» **WHAT THE TASK REQUIRES**:
Within the records that follow, find every line containing the string "absolute". Copy those lines.

Saved entries:
*** Begin section ***
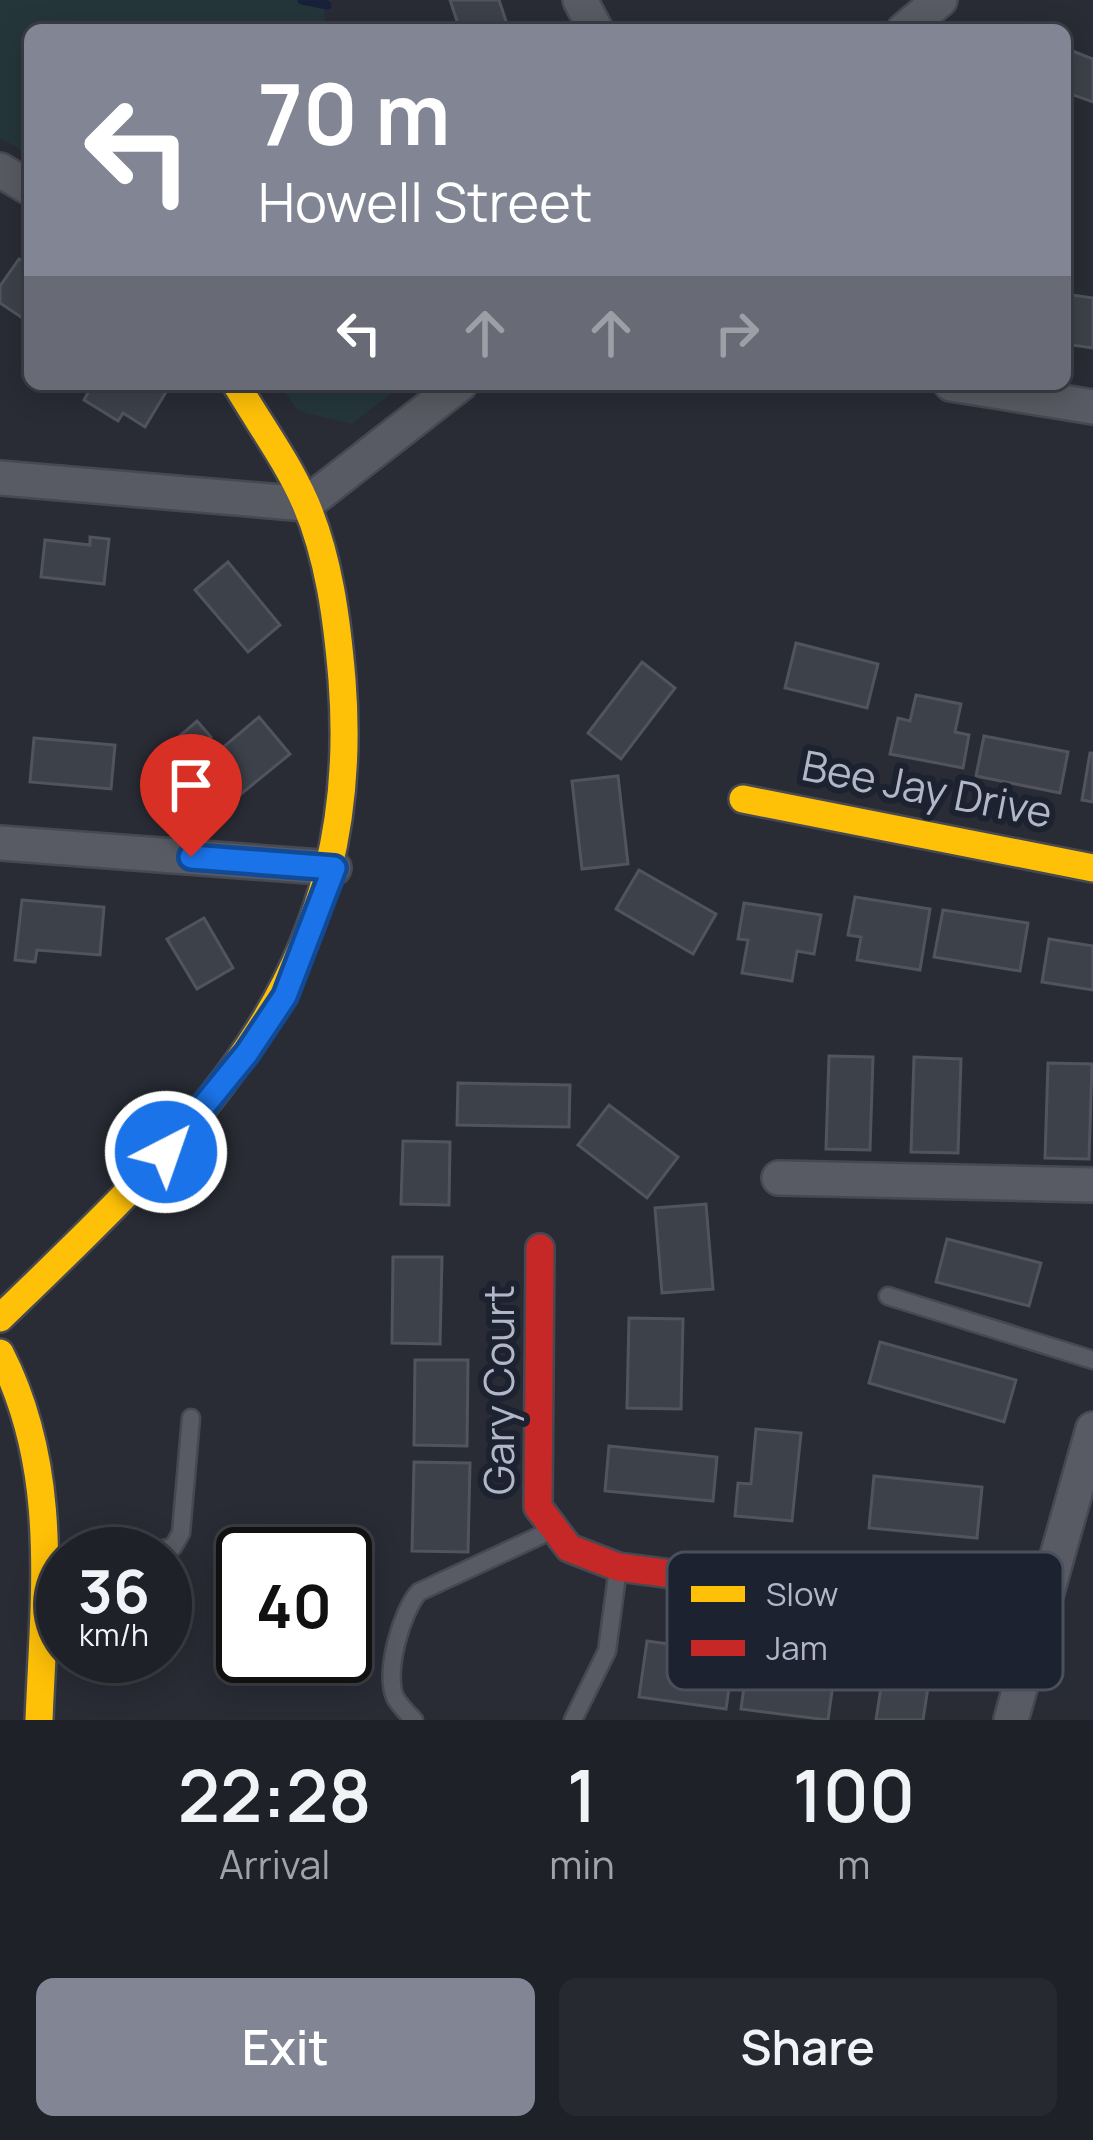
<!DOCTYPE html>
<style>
body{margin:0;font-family:Manrope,sans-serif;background:#272930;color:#f1f3f6;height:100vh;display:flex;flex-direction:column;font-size:45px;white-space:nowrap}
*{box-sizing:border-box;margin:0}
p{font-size:39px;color:#a1a3a8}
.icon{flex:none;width:66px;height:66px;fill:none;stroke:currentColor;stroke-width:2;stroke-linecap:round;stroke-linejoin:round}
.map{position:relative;height:1720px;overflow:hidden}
.sheet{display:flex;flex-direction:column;background:#1f2128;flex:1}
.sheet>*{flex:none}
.hud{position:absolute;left:24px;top:24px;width:1047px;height:366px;border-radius:18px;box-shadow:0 6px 30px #0003,0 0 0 3px #3c3e45;background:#828694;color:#fff;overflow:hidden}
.speed{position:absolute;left:36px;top:1527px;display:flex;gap:24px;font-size:60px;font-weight:700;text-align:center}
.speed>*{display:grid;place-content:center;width:156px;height:156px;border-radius:50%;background:#1f2128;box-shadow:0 6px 30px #0003,0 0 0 3px #3c3e45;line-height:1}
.speed small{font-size:30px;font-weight:400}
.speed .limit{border:6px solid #111;border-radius:18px;background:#fff;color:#111}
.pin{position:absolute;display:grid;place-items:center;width:102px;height:102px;color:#fff;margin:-123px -51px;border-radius:50% 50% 50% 0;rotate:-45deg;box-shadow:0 0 12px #0007}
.pin .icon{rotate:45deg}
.me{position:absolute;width:132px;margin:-66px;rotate:41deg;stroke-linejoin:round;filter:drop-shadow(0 0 9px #0008)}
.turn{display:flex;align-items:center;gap:42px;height:252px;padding:0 36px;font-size:54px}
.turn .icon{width:156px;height:156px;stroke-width:2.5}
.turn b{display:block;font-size:84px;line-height:102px}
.lanes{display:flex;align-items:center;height:114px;padding:0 36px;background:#0003;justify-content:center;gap:60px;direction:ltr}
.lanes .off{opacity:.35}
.eta{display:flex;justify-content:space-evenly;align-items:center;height:204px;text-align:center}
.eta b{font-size:72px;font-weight:600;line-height:84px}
.action{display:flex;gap:24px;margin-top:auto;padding:24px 36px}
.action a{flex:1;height:138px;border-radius:18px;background:#828694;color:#fff;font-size:48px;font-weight:600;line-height:138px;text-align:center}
.action a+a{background:#272930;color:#f1f3f6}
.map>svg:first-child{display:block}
</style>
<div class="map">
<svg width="1093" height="1720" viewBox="0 0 1093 1720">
<rect width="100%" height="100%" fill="#292c35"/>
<!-- green -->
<g fill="#25363b">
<path d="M0,0H323L326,30H30V155L0,138Z"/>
<path d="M279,384H403L352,424L298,411Z"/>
</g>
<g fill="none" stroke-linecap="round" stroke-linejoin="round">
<!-- stream -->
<path stroke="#182139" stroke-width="9" d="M302,0L327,5"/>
</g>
<!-- building -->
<g fill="#3d414a" stroke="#51545d" stroke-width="3">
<path d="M450,0H499L509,30H460Z"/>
<path d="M1065,48L1093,59V102L1065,92Z"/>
<path d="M19,259L30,266V323L0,303V286Z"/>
<path d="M1065,294L1093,298V348L1065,344Z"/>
<path d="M93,384H153L166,392L145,427L123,413L118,421L84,400Z"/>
<path d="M90,537L109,539L104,584L41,577L45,540L90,545Z"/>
<path d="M228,562L280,625L248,652L195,590Z"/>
<path d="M796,643L878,664L867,708L785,688Z"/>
<path d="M642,662L675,688L621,759L588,733Z"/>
<path d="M916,695L961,704L955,732L969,735L963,768L890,754L898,718L910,721Z"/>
<path d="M259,717L290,754L225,807L195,771Z"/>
<path d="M197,721L211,737L187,757L174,741Z"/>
<path d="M984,736L1068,752L1060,793L976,776Z"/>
<path d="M34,738L115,745L111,789L30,782Z"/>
<path d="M1090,753H1093V802L1082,800Z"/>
<path d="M618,776L628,864L582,869L572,781Z"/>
<path d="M639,870L716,914L693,954L616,909Z"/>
<path d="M855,897L930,909L920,970L857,960L861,937L848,935Z"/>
<path d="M22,900L104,907L100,955L37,950L35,962L15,960Z"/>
<path d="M744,903L821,915L814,954L797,951L792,981L742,973L748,940L738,939Z"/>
<path d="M943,910L1028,923L1020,971L934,957Z"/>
<path d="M204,918L233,968L197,989L167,939Z"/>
<path d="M1049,939L1093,946V990L1042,982Z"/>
<path d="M829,1056L873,1057L870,1150L826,1149Z"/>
<path d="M914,1057L961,1059L958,1153L911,1152Z"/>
<path d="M1048,1063L1092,1064L1089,1159L1045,1158Z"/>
<path d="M458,1083L570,1085L569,1127L457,1125Z"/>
<path d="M609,1105L678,1157L647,1198L578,1145Z"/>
<path d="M403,1141L450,1142L449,1205L401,1204Z"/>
<path d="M706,1204L713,1289L662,1293L655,1208Z"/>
<path d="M947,1239L1041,1263L1029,1306L936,1282Z"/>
<path d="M393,1257H442L440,1344L392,1343Z"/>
<path d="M629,1318L683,1319L681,1409L627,1408Z"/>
<path d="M880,1342L1016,1380L1004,1422L869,1383Z"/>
<path d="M415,1360H468L467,1446L414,1445Z"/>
<path d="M756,1429L801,1433L792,1521L735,1516L738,1483L751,1484Z"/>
<path d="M609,1446L717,1457L713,1501L605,1491Z"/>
<path d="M414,1462L470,1463L468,1552L412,1551Z"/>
<path d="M874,1476L982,1487L977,1538L869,1528Z"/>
<path d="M647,1641L734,1653L726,1709L639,1697Z"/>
<path d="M748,1658L835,1669L828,1720L741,1709Z"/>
<path d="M884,1668L930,1674L923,1720H876Z"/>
</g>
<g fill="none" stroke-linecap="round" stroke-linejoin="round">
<!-- lane casing -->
<g stroke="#464952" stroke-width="21">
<g id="lane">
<path d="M888,1296L1093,1360"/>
<path d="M138,1554L173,1547L181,1533L191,1418"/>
<path d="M414,1720C407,1713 399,1705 395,1697C384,1672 402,1610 419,1592L548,1532"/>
<path d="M573,1720L607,1651L618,1568"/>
</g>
</g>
<!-- street casing -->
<g stroke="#464952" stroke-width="38">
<g id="street">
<path d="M580,0L596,30"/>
<path d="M904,30L940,0"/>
<path d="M0,170L30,188"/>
<path d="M951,384L1093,407"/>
<path d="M0,478L306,504L460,384"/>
<path d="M0,843L334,868"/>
<path d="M779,1178L1093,1185"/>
<path d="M1011,1720L1093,1429"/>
</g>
</g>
<!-- slow casing -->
<g stroke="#464952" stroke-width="32">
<g id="slow">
<path d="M743,799L1093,868"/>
<path d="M0,1318C197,1128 365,976 342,680C337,620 329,557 305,502C287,461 259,423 236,384"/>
<path d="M0,1353C60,1470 44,1593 39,1720"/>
</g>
</g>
<!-- jam casing -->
<g stroke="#464952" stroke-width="32">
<path id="jam" d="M540,1248L538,1507L569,1548L618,1567L1036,1621"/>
</g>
<!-- lane -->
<use href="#lane" stroke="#585b63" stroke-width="16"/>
<!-- street -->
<use href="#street" stroke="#585b63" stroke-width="33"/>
<!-- slow -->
<use href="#slow" stroke="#ffc107" stroke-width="27"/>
<!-- jam -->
<use href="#jam" stroke="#c62828" stroke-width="27"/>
</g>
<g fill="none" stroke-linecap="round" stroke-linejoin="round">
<!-- route casing -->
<g stroke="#114b97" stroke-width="30">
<path id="route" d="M166,1152L247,1053L285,996L334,868L191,857"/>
</g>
<!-- route -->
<use href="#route" stroke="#1a73e8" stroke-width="21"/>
</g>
<g text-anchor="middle" stroke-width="12" stroke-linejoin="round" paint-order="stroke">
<!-- street labels -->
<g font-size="42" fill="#b2b7c7" stroke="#1c2230">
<text transform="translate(927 789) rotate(11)" y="15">Bee Jay Drive</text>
<text transform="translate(499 1390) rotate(-90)" y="15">Gary Court</text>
</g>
</g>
<!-- legend -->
<rect x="667" y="1552" width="396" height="138" rx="18" fill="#1c2230" stroke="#494f5d" stroke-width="3"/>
<rect x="691" y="1586" width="54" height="16" fill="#ffc107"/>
<rect x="691" y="1640" width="54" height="16" fill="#c62828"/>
<g font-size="33" fill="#b2b7c7">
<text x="766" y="1606">Slow</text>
<text x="766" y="1660">Jam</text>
</g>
</svg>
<div class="speed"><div>36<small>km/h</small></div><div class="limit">40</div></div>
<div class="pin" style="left:191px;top:857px;background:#d93025"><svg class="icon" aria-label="arrive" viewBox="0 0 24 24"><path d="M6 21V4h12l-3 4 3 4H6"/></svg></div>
<svg class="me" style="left:166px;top:1152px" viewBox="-20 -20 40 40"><circle r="17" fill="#1a73e8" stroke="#fff" stroke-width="3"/><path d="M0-11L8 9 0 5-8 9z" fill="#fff"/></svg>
<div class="hud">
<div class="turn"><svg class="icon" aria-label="left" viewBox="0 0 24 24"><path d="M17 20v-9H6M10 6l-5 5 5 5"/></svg><div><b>70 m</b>Howell Street</div></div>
<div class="lanes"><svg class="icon" aria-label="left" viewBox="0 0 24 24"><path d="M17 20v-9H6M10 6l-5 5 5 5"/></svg><svg class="icon off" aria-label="ahead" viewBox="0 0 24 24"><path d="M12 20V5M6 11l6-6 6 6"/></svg><svg class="icon off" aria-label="ahead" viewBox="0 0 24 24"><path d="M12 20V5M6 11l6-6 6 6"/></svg><svg class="icon off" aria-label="right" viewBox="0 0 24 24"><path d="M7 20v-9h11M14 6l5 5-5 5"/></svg></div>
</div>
</div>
<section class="sheet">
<div class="eta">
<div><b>22:28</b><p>Arrival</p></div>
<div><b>1</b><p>min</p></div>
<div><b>100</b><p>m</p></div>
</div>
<div class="action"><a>Exit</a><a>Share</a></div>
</section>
*** End section ***
» **TASK RESPONSE**:
.hud{position:absolute;left:24px;top:24px;width:1047px;height:366px;border-radius:18px;box-shadow:0 6px 30px #0003,0 0 0 3px #3c3e45;background:#828694;color:#fff;overflow:hidden}
.speed{position:absolute;left:36px;top:1527px;display:flex;gap:24px;font-size:60px;font-weight:700;text-align:center}
.pin{position:absolute;display:grid;place-items:center;width:102px;height:102px;color:#fff;margin:-123px -51px;border-radius:50% 50% 50% 0;rotate:-45deg;box-shadow:0 0 12px #0007}
.me{position:absolute;width:132px;margin:-66px;rotate:41deg;stroke-linejoin:round;filter:drop-shadow(0 0 9px #0008)}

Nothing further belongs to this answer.